§ **Collection entries**
====

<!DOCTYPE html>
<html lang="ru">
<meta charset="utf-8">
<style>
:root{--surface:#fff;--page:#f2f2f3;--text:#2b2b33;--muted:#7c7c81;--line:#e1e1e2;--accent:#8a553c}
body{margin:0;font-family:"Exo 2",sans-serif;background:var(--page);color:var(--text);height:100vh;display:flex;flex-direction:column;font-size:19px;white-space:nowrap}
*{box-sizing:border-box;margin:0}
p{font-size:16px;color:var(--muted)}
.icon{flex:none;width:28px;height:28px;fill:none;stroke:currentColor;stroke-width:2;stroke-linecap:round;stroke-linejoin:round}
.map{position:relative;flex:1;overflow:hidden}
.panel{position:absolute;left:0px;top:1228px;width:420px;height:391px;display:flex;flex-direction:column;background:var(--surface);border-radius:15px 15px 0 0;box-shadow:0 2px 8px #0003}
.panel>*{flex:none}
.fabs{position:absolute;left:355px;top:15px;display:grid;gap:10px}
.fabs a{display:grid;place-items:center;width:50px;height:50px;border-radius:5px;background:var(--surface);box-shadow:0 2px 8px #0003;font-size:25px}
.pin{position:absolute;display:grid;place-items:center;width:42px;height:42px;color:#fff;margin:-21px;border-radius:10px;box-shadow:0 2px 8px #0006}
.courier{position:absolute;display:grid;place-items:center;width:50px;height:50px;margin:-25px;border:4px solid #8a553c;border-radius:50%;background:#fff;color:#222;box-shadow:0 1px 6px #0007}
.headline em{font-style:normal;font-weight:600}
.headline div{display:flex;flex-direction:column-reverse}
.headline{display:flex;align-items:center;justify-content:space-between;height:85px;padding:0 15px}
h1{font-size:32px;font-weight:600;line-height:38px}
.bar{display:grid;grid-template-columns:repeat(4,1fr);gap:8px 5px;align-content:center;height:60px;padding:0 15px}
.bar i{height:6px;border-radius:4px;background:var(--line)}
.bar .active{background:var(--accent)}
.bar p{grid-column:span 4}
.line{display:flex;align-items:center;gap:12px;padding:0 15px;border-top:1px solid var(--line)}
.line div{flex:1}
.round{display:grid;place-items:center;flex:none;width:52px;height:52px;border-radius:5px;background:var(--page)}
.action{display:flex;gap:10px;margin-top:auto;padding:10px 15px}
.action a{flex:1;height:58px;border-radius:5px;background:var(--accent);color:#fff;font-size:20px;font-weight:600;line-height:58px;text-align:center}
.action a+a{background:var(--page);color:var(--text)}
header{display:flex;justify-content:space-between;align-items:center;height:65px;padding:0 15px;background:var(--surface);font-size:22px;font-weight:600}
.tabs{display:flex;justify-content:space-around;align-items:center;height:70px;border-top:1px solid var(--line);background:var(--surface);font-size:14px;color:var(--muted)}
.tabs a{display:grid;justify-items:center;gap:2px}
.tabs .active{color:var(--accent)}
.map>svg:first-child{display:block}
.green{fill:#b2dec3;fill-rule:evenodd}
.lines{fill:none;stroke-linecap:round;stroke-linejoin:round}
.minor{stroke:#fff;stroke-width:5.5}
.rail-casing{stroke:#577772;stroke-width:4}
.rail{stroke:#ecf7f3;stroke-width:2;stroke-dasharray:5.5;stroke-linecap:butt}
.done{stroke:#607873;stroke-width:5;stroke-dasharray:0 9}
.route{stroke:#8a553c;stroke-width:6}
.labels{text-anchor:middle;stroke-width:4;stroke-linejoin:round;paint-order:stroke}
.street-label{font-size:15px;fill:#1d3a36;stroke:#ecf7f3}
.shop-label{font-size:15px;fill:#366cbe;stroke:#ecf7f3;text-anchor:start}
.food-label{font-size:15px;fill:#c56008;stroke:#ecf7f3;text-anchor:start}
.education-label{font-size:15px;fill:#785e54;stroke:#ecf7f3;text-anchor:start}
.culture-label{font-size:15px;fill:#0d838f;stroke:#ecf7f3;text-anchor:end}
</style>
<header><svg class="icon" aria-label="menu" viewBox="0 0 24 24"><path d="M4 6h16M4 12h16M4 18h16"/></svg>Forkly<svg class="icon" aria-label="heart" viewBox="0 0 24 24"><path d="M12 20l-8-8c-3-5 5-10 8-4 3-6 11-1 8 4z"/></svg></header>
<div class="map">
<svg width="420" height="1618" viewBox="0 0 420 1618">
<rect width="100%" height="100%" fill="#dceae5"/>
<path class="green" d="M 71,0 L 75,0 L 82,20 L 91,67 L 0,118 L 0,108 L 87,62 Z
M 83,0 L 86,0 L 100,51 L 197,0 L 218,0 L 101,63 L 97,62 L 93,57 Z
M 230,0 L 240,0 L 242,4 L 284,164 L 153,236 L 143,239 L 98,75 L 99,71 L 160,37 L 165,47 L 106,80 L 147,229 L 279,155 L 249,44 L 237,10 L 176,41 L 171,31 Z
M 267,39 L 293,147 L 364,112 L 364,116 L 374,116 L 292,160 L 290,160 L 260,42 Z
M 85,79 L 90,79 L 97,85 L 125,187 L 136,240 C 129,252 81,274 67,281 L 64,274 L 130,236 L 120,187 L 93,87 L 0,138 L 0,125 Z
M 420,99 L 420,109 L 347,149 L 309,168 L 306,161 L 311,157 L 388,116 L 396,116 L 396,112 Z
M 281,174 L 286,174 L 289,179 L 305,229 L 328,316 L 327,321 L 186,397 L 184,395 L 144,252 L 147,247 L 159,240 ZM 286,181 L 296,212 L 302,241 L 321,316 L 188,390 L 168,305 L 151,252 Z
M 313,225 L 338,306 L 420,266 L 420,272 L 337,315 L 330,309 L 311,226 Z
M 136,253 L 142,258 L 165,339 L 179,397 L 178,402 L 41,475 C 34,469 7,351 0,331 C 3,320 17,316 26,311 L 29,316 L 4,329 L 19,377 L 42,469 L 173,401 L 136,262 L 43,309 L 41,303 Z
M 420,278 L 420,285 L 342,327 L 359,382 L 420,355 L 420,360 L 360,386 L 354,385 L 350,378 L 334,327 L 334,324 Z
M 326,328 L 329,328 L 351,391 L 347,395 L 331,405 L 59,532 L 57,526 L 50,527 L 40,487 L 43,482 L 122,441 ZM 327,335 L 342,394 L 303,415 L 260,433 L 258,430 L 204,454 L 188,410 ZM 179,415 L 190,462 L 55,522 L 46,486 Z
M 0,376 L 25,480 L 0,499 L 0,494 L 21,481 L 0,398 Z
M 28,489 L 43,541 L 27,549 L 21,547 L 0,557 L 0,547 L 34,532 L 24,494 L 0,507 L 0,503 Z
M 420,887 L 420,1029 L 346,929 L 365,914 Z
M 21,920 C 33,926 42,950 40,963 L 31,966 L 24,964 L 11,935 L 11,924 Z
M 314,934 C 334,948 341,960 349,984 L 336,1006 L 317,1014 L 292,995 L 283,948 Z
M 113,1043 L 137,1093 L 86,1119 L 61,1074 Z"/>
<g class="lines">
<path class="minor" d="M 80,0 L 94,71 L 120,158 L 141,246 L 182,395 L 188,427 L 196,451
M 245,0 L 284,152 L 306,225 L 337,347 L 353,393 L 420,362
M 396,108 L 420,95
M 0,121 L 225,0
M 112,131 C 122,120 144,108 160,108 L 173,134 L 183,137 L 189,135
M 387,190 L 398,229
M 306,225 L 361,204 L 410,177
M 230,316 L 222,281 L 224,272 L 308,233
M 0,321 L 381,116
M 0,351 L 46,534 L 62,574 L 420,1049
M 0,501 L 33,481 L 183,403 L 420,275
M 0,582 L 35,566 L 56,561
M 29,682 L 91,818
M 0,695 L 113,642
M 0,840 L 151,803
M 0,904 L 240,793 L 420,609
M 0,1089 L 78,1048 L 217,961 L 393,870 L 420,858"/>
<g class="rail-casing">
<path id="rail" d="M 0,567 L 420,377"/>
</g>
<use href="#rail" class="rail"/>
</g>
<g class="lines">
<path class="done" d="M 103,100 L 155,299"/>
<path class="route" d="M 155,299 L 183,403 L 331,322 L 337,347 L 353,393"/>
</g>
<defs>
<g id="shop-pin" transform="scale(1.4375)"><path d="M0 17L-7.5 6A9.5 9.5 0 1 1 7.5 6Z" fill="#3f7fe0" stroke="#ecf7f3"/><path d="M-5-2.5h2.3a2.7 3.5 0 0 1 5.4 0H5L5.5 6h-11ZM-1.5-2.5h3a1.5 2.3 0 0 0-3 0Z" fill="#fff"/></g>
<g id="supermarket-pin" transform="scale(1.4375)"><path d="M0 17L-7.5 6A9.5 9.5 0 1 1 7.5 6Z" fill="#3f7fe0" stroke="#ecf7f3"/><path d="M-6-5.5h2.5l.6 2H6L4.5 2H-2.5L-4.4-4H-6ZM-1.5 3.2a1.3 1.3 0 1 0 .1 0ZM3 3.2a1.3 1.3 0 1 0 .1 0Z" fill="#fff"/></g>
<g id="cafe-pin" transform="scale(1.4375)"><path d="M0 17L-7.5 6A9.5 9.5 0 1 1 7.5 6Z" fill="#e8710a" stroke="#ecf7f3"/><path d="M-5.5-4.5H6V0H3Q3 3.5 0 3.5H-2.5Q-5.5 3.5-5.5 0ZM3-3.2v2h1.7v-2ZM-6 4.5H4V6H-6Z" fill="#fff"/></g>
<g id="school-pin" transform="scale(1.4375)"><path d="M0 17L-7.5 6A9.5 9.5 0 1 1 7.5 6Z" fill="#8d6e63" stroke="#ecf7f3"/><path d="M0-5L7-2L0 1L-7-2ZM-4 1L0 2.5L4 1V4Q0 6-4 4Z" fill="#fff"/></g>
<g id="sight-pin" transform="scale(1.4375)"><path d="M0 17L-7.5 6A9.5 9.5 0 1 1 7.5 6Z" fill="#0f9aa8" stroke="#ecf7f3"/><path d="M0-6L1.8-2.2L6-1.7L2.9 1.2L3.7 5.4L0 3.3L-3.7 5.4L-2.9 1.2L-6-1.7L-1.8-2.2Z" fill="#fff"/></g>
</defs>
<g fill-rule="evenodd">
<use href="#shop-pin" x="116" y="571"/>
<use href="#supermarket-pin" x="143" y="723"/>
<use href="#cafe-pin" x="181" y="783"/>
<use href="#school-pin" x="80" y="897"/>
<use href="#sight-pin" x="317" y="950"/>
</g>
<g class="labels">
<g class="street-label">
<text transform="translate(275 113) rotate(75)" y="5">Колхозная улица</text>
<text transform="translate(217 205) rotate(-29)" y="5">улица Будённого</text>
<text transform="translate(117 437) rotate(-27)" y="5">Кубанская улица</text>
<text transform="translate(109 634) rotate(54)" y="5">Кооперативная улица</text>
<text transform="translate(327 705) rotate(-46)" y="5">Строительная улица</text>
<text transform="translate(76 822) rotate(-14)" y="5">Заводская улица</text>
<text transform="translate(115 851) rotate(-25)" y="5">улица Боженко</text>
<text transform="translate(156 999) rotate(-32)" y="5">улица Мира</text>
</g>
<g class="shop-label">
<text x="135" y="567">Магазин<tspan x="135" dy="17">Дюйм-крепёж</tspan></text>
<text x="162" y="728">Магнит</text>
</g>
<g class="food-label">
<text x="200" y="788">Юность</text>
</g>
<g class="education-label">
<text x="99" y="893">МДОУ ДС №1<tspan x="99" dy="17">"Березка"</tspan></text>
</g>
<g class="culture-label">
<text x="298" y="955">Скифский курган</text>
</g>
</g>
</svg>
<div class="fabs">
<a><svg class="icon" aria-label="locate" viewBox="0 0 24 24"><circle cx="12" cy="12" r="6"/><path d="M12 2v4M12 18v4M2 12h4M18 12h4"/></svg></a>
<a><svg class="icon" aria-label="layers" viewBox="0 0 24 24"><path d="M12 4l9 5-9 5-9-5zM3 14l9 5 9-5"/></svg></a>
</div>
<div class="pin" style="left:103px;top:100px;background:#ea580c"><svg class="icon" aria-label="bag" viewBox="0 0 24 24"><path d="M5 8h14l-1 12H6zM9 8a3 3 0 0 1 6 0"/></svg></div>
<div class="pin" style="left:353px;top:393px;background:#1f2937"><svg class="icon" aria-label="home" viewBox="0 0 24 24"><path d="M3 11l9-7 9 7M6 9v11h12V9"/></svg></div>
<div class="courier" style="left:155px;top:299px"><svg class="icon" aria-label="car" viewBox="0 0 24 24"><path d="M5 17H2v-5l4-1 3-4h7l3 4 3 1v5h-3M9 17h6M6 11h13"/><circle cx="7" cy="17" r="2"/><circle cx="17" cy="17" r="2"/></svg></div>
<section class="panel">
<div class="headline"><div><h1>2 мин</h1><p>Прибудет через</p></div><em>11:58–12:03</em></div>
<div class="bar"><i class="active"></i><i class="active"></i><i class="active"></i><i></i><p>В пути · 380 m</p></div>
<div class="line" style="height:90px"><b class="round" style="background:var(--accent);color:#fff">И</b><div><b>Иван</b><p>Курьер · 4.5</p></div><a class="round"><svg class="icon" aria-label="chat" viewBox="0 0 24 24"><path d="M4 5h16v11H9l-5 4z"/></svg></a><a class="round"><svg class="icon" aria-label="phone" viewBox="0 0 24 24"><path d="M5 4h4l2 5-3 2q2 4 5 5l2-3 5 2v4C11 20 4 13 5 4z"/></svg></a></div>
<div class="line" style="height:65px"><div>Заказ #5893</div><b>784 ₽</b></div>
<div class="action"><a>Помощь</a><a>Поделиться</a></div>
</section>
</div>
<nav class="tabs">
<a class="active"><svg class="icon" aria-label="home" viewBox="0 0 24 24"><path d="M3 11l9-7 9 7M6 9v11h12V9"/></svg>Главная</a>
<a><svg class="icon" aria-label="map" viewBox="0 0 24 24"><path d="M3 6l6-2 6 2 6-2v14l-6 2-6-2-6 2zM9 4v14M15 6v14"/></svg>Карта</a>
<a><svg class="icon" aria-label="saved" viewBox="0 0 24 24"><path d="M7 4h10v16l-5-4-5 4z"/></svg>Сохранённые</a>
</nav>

====

§ **YOUR GOAL**
Read the records above. Show each line that has the string "shadow".

§ **RESULT**
.panel{position:absolute;left:0px;top:1228px;width:420px;height:391px;display:flex;flex-direction:column;background:var(--surface);border-radius:15px 15px 0 0;box-shadow:0 2px 8px #0003}
.fabs a{display:grid;place-items:center;width:50px;height:50px;border-radius:5px;background:var(--surface);box-shadow:0 2px 8px #0003;font-size:25px}
.pin{position:absolute;display:grid;place-items:center;width:42px;height:42px;color:#fff;margin:-21px;border-radius:10px;box-shadow:0 2px 8px #0006}
.courier{position:absolute;display:grid;place-items:center;width:50px;height:50px;margin:-25px;border:4px solid #8a553c;border-radius:50%;background:#fff;color:#222;box-shadow:0 1px 6px #0007}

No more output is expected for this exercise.